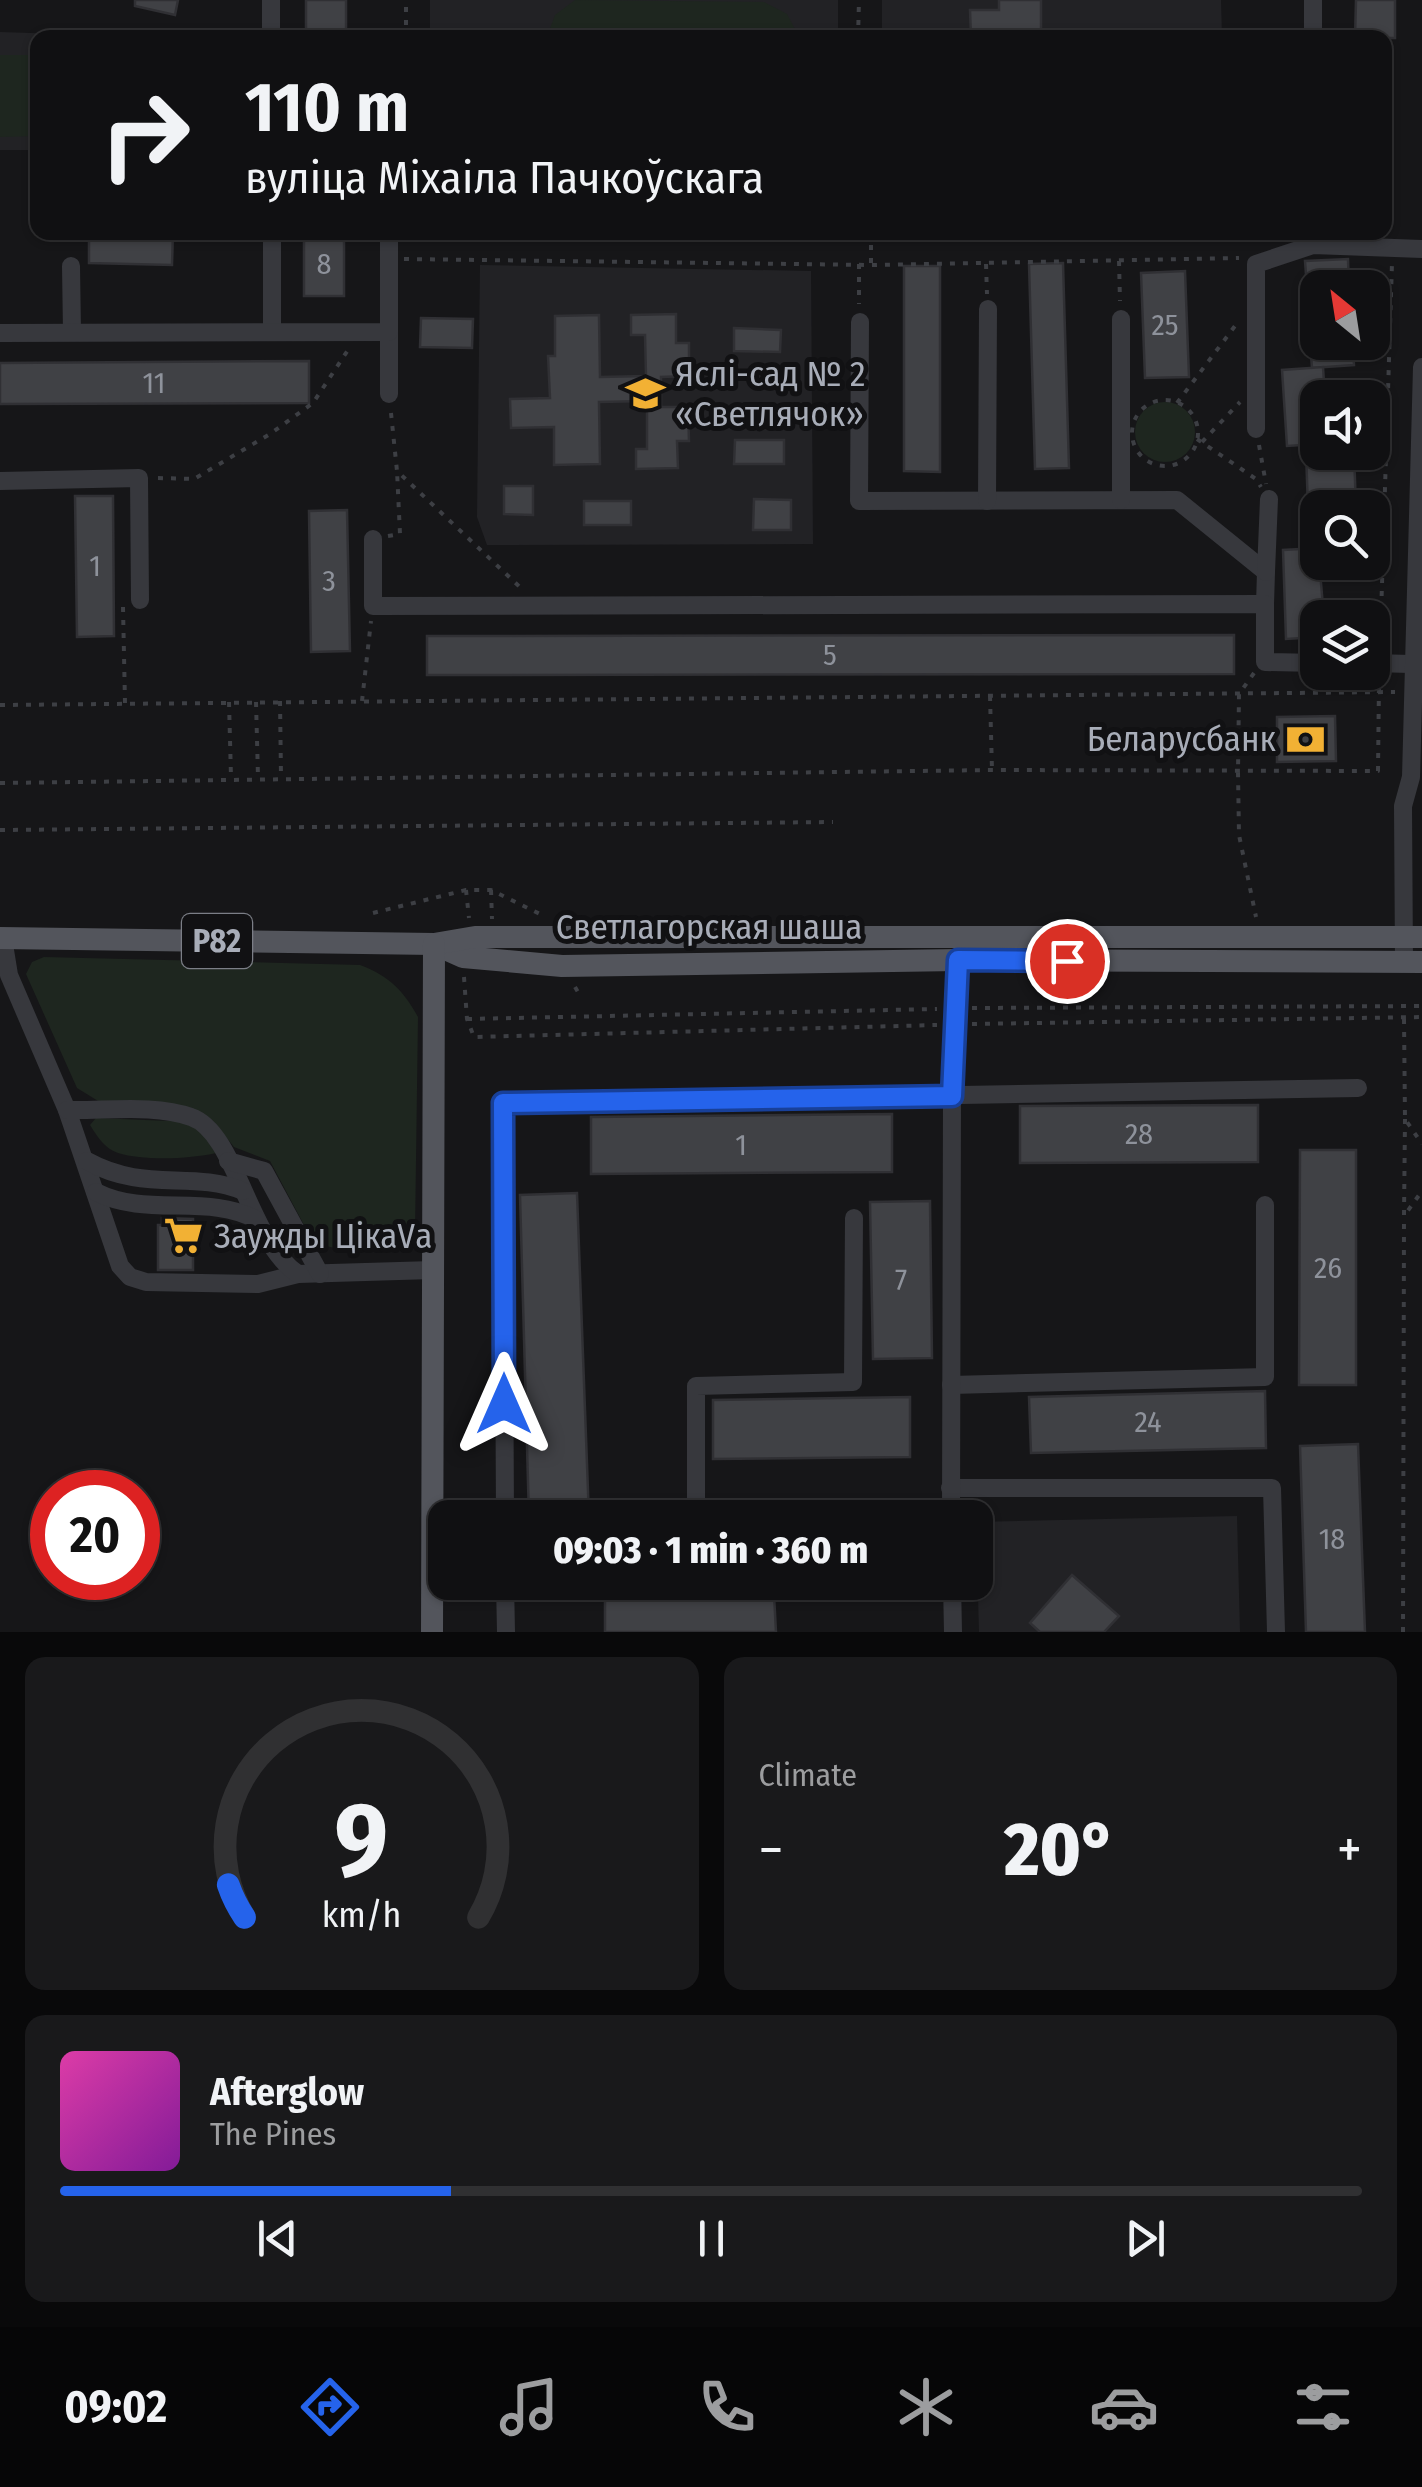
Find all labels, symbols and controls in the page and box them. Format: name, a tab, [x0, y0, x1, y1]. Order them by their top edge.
text: 110 m	[245, 66, 409, 150]
icon: right	[80, 70, 210, 200]
text: вуліца Міхаіла Пачкоўскага	[245, 151, 764, 205]
house number: 8	[317, 246, 332, 282]
north arrow	[1300, 270, 1390, 360]
map controls	[1300, 270, 1390, 690]
house number: 25	[1152, 307, 1179, 343]
place label: Яслі-сад № 2 «Светлячок»	[675, 353, 865, 435]
house number: 11	[143, 365, 165, 401]
school or university icon: Яслі-сад № 2 «Светлячок»	[624, 373, 666, 415]
button: sound	[1300, 380, 1390, 470]
button: search	[1300, 490, 1390, 580]
house number: 1	[89, 548, 101, 584]
house number: 3	[322, 563, 336, 599]
button: layers	[1300, 600, 1390, 690]
house number: 5	[823, 637, 837, 673]
place label: Беларусбанк	[1087, 718, 1277, 760]
bank icon: Беларусбанк	[1285, 718, 1327, 760]
street label: Светлагорская шаша	[556, 906, 862, 948]
road number: Р82	[182, 914, 252, 968]
pin	[1025, 919, 1110, 1004]
icon: arrive	[1040, 934, 1095, 989]
house number: 28	[1125, 1116, 1153, 1152]
house number: 1	[735, 1127, 747, 1163]
supermarket icon: Заужды ЦікаVа	[163, 1215, 205, 1257]
place label: Заужды ЦікаVа	[214, 1215, 432, 1257]
house number: 26	[1314, 1250, 1342, 1286]
house number: 7	[895, 1262, 907, 1298]
position arrow	[452, 1352, 556, 1456]
house number: 24	[1134, 1404, 1162, 1440]
speed limit sign: 20	[30, 1470, 160, 1600]
house number: 18	[1319, 1521, 1345, 1557]
text: 09:03 · 1 min · 360 m	[553, 1527, 868, 1573]
text: Climate	[759, 1756, 857, 1794]
text: 9	[335, 1778, 389, 1903]
text: 20°	[1004, 1805, 1116, 1895]
text: −	[759, 1817, 783, 1883]
text: +	[1337, 1817, 1362, 1883]
text: km/h	[322, 1894, 402, 1936]
text: Afterglow	[210, 2069, 364, 2115]
text: The Pines	[210, 2115, 336, 2153]
icon: previous	[250, 2211, 305, 2266]
icon: pause	[684, 2211, 739, 2266]
icon: next	[1118, 2211, 1173, 2266]
icon: directions	[295, 2372, 365, 2442]
icon: music	[494, 2372, 564, 2442]
icon: phone	[692, 2372, 762, 2442]
icon: climate	[891, 2372, 961, 2442]
icon: car	[1089, 2372, 1159, 2442]
icon: filters	[1288, 2372, 1358, 2442]
text: 09:02	[64, 2380, 167, 2434]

## DIRECTIONS
Look over the data above and show each line that contains "place".

## YOUR SOLUTION
place label: Яслі-сад № 2 «Светлячок»	[675, 353, 865, 435]
place label: Беларусбанк	[1087, 718, 1277, 760]
place label: Заужды ЦікаVа	[214, 1215, 432, 1257]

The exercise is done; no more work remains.